Wherefore we receiving a kingdom which cannot be moved, let us have grace, whereby we may serve God acceptably with reverence and godly fear:  29 For our God is a consuming fire.

The manner in which you view God plays a pivotal role in all aspects of your Christian life.  I cannot emphasize this fact enough.  A Biblical view of God translates into a stable and joyful Christian life.  But an improper view of God can destabilize a great many areas of your life.  Let me illustrate.  If you see God as one who is not involved with the affairs of men, then you will be a very prayerless Christian and a person who takes matters into your own hands.  Your theological and doctrinal position might include God’s involvement and providential care of His own, but such position, which is intellectual alone and not in the heart, is not faith.  While I do care about what truth you believe and assent to intellectually, it matters more to me what is in your heart, because what is in your heart is what you really believe.  What is believed in the heart is translated into the actions of a man.

Another example would be if you view God as severe and harsh, then it will be difficult for you to see Him as a compassionate Father longing for you to draw near to Him in child-like faith.  If your view of God is that He is very permissive, then your view of the Christian life is going to be permissive in regards to sin.  You will view grace more as God’s unmerited favor that removes the consequences of sin but does not remove sin from the believer.  Much of modern Baptist life is here, I am afraid.  Grace has become God’s means of dealing with the guilt of our sin and is no longer His means to eradicate sin’s sway and power in our lives.

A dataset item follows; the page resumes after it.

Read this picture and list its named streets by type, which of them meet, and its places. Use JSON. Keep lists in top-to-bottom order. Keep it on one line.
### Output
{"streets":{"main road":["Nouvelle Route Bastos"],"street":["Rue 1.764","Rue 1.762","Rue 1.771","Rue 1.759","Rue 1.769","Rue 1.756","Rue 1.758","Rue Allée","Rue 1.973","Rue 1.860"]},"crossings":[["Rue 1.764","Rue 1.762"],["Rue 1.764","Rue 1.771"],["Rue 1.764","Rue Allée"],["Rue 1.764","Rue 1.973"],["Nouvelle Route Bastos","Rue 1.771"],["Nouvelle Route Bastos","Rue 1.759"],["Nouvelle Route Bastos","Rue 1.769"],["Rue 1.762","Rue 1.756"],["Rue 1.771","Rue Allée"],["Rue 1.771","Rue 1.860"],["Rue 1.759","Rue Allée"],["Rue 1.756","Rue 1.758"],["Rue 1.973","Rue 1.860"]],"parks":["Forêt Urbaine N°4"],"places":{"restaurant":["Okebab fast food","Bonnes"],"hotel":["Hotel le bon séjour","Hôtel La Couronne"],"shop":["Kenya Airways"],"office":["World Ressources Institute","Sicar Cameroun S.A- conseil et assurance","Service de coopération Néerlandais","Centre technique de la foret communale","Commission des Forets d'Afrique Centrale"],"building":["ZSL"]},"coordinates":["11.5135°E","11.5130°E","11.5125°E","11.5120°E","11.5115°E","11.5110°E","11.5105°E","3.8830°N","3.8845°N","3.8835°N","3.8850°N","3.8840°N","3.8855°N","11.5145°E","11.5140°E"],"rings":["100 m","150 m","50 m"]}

So you see how a correct view of God is paramount to your vitality as a Christian.  In fact, your eternal destiny is in the very balance and is largely determined by whether or not you have a biblical view of God, a view derived from the pages of sacred Scripture itself.  I have said repeatedly that this is the foremost problem of Christians and Christianity today.  The second problem is our view of man and sin.  Sadly, for nearly a hundred and fifty years, theologians, seminaries, pastors, and churches have erred in both of these strategic doctrines.  A skewed view of God must lead to a skewed view of man.  And both of these calamities have befallen us.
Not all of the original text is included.